Florence and Herbert Irving Clinical Research Career Award: Finding New Uses for Existing Therapies
Novel therapies are often considered the most innovative tools to improve care for cancers with poor prognoses. But a team of Columbia researchers is using a different tactic: they are exploring ways to repurpose drugs approved by the FDA for other conditions and existing experimental therapies in these difficult-to-treat cancers. The researchers are using mathematical modeling to identify how each drug would affect the most aberrantly active proteins, the master regulators, of individual patient’s tumors. Their hope is to deliver effective, individualized treatment plans for cancers with poor outcomes significantly faster than through novel drug development.
Jovana Pavisic, MD, a prior fellow and now assistant professor in Pediatric Hematology, Oncology, and Stem Cell Transplantation, is a member of the team pursuing this approach. Dr. Pavisic has received a 2019 Florence and Herbert Irving Clinical Research Career Award, a highly competitive grant that enables recipients to dedicate their time more exclusively to research.

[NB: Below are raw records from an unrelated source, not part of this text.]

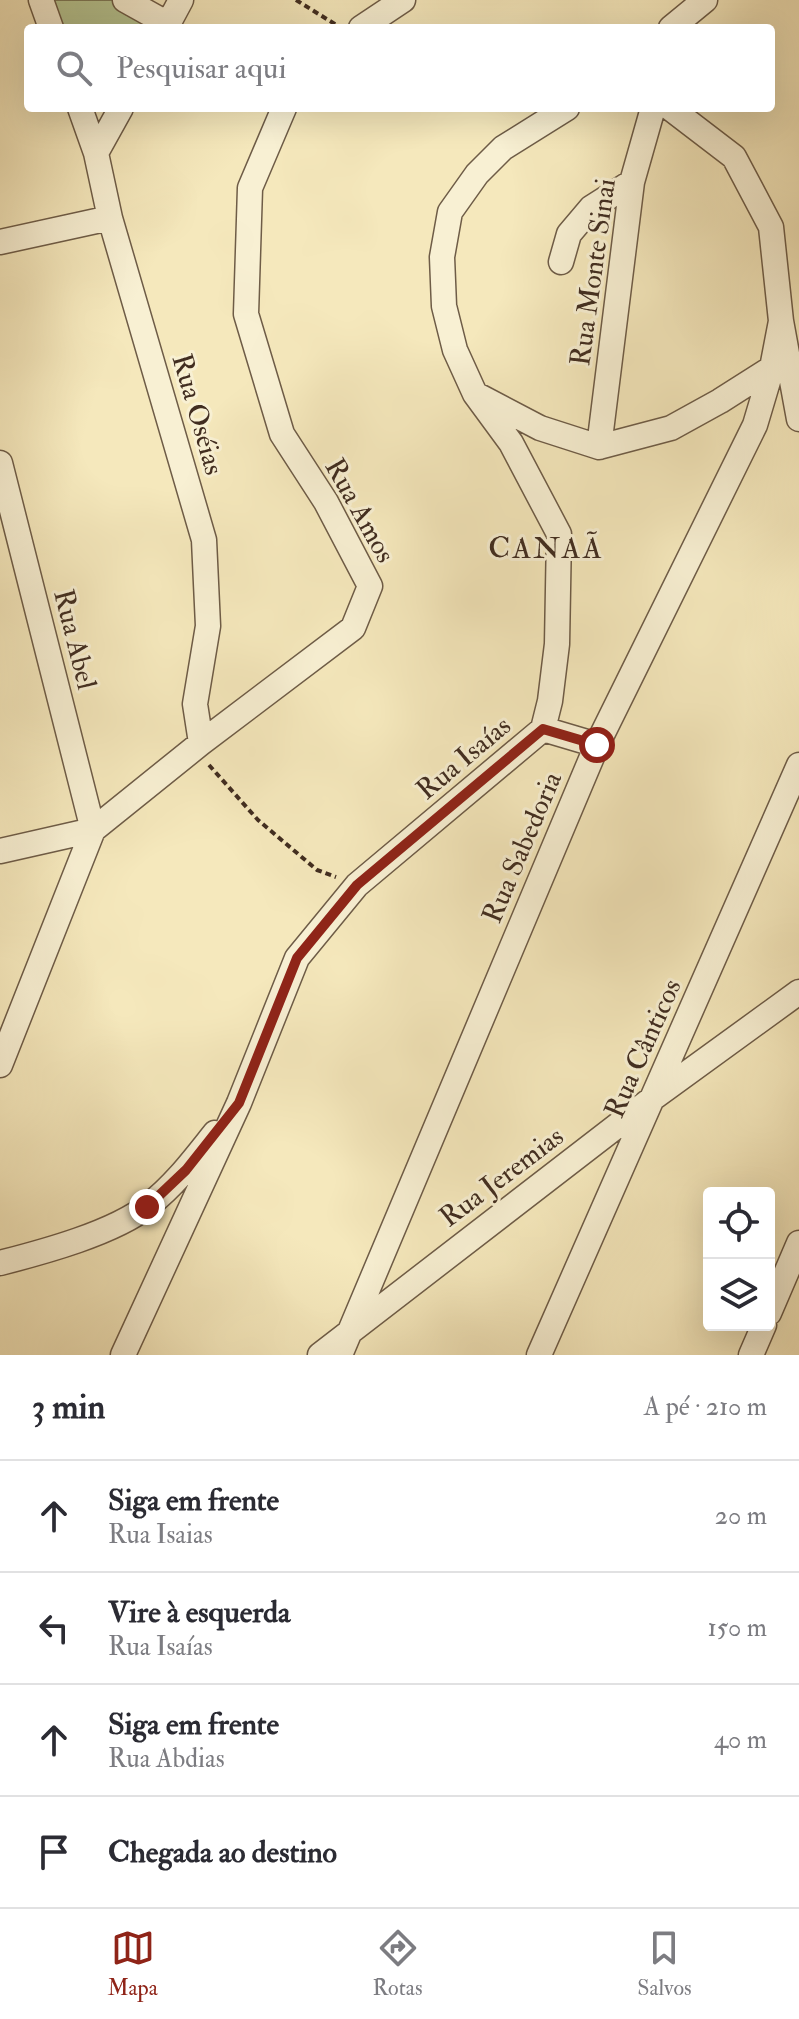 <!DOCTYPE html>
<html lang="pt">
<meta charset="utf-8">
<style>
:root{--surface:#fff;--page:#f2f2f3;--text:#2b2b33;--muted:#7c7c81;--line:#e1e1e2;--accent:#8f2418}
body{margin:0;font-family:"IM FELL Double Pica",serif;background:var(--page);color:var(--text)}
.controls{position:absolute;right:24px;bottom:24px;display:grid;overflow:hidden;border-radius:8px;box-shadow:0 8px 32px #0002}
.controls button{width:72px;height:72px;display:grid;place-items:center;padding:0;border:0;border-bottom:2px solid var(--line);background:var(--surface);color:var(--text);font:40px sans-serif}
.stop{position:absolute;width:24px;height:24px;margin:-18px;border:6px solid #8f2418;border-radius:50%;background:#fff}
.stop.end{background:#8f2418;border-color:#fff;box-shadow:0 2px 8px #0008}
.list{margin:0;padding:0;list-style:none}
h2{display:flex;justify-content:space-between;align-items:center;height:104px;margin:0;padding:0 32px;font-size:34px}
h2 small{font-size:26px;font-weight:400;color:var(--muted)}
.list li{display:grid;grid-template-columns:52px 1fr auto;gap:24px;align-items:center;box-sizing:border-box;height:112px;padding:0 32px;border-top:2px solid var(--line)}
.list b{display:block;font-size:30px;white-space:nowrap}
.list p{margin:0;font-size:26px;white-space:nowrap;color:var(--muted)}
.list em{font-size:26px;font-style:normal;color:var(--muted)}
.icon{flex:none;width:44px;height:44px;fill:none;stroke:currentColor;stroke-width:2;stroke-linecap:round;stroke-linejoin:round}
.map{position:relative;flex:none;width:799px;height:1355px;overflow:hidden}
.search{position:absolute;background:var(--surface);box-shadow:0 8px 32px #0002;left:24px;right:24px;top:24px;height:88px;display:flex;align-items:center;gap:20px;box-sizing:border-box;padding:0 28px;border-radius:8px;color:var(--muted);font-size:30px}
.sheet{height:552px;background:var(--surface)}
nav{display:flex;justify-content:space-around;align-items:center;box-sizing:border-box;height:112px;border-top:2px solid var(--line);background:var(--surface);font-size:22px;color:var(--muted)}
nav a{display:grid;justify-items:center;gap:4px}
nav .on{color:var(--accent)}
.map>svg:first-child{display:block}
.green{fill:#b7c794;stroke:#7c7a5a;stroke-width:2}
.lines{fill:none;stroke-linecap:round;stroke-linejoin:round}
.street-casing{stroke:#6e5c47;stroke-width:27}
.path{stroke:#412d20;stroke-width:4;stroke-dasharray:6 4;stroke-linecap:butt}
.street{stroke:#f8f0d3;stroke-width:24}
.route{stroke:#8f2418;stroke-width:10}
.labels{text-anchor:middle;stroke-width:6;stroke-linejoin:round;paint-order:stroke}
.street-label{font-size:28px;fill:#412d20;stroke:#f8f0d3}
.neighbourhood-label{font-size:30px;letter-spacing:2px;fill:#412d20;stroke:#f8f0d3}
</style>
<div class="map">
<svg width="799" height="1355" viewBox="0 0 799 1355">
<rect width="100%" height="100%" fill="#f5e8bc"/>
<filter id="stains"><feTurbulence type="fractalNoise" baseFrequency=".0025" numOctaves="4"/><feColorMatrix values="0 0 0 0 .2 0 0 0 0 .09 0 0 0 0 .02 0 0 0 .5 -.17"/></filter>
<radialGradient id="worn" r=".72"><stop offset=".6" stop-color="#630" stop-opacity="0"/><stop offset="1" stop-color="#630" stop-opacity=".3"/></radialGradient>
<path class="green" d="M47,0H113L159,28H58Z"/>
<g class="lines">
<defs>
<path id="street" d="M41,0L51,28
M125,0L168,24
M166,28L181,0
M361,28L403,0
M671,28L705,0
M80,108L96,153L110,218L204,540L208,626L195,704L201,743
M670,108L734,157L771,227L781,321L799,419
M96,153L121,108
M0,242L110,218
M561,262L569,234L591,208L632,182
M481,397L540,428L599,447L671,428L720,401L772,368
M599,447L632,182L653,108
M0,463L93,830
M543,729L597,745
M0,851L93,830L201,743L353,628L370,586L326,502L282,434L246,314L250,188L284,108
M0,1065L93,830
M0,1263C43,1252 114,1233 149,1205C175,1185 195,1158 215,1133
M769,1313L799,1243
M123,1355L239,1103L297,958L357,885L543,729L550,701L557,644L559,534L511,443L475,394L455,350L444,306L442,257L450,212L477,174L503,148L567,108
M320,1355L653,1098L799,992
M340,1355L597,745L755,425L772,368L781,321
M539,1355L799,765
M751,1355L764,1325"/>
</defs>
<use href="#street" class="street-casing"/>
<path class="path" d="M296,0L338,26
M209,765L258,820L317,870L336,877"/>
<use href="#street" class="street"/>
</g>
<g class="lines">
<path class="route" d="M147,1207L186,1170L239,1103L297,958L357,885L543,729L597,745"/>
</g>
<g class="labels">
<g class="street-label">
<text transform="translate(592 272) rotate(-82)" y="10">Rua Monte Sinai</text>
<text transform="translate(199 414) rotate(74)" y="10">Rua Oséias</text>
<text transform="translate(361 510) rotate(61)" y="10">Rua Amos</text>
<text transform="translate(76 639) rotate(76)" y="10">Rua Abel</text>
<text transform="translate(463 757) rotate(-40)" y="10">Rua Isaías</text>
<text transform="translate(521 847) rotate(-67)" y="10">Rua Sabedoria</text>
<text transform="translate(642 1048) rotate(-66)" y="10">Rua Cânticos</text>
<text transform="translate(501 1176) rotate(-37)" y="10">Rua Jeremias</text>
</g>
<g class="neighbourhood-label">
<text x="546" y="558">CANAÃ</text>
</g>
</g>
<rect width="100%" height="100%" filter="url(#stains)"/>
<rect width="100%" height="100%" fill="url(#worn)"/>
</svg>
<div class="controls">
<button><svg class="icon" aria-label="locate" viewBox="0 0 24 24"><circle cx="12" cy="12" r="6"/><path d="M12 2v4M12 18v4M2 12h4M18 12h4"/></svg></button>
<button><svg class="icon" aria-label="layers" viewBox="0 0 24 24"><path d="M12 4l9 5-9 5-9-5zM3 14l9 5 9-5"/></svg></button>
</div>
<div class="stop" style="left:597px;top:745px"></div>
<div class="stop end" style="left:147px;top:1207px"></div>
<div class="search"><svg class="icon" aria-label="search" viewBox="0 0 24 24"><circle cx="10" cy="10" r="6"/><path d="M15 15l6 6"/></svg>Pesquisar aqui</div>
</div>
<section class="sheet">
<h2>3 min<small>A pé · 210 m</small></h2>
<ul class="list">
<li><svg class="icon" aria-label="ahead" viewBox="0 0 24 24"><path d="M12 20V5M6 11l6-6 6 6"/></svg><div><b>Siga em frente</b><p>Rua Isaias</p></div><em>20 m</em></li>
<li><svg class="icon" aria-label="left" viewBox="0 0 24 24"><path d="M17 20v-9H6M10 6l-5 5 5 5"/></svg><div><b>Vire à esquerda</b><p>Rua Isaías</p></div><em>150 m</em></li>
<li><svg class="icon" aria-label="ahead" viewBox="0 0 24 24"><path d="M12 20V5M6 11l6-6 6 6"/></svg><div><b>Siga em frente</b><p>Rua Abdias</p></div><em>40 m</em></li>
<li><svg class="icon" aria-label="arrive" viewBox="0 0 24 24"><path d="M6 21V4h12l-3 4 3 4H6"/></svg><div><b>Chegada ao destino</b></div></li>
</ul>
</section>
<nav>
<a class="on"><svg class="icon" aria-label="map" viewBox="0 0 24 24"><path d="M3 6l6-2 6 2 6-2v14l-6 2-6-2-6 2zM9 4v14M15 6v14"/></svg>Mapa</a>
<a><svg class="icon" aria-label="directions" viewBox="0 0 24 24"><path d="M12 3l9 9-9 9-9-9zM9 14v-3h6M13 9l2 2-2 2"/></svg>Rotas</a>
<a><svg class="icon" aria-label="saved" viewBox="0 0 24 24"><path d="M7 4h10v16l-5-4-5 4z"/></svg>Salvos</a>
</nav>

Grounded in the research and computational algorithms created by her mentor Dr. Andrea Califano, Dr. Pavisic’s work uses an algorithm (VIPER) to examine the molecular makeup of individual tumors to identify the master regulators, which are not routinely identified on standard sequencing platforms. She then applies the OncoTreat algorithm, which uses data from large drug perturbation studies in cancer cell lines, to identify existing drugs that will shut down that cancer’s master regulator proteins. The goal is to identify standard chemotherapy and targeted drugs that would not typically be considered in a specific type of cancer, but that are likely to inhibit tumor progression in an individual patient’s tumor.
Dr. Califano’s lab has pioneered this research in adult cancers, while Dr. Pavisic is bringing this research to pediatrics, a field that is uniquely challenging due to its smaller patient populations and limited data for many drugs in pediatric patients. In several difficult-to-treat pediatric cancers, there are fewer than several hundred cases per year spread across the United States, so Columbia is collaborating with institutions around the country to accrue enough patients and data.
Dr. Pavisic is currently studying osteosarcoma and diffuse intrinsic pontine glioma (DIPG), a type of brain tumor. Osteosarcoma, the most common malignant bone tumor in children, has a notoriously poor survival rate of 60 percent, which drops to less than 30 percent in patients with metastatic or relapsed disease. There have been no significant advances in treatment in over 30 years, and no second line drugs for patients who relapse. Current genomics approaches have had limited success in osteosarcoma, which is marked by catastrophic genetic events affecting the whole genome rather than specific gene mutations; this means that no two patients look alike at the DNA and RNA level. In this case, VIPER is still able to identify common targetable cancer drivers at the protein activity level. OncoTreat can predict drugs that affect a whole module of master regulators, and that can shut down the cancer-driving program in the tumor at a patient-specific level. In DIPG tumors no current therapies, apart from radiation, are effective. The computational pipeline in development by Drs. Pavisic and Califano may similarly identify much-needed new drugs to treat this universally fatal disease.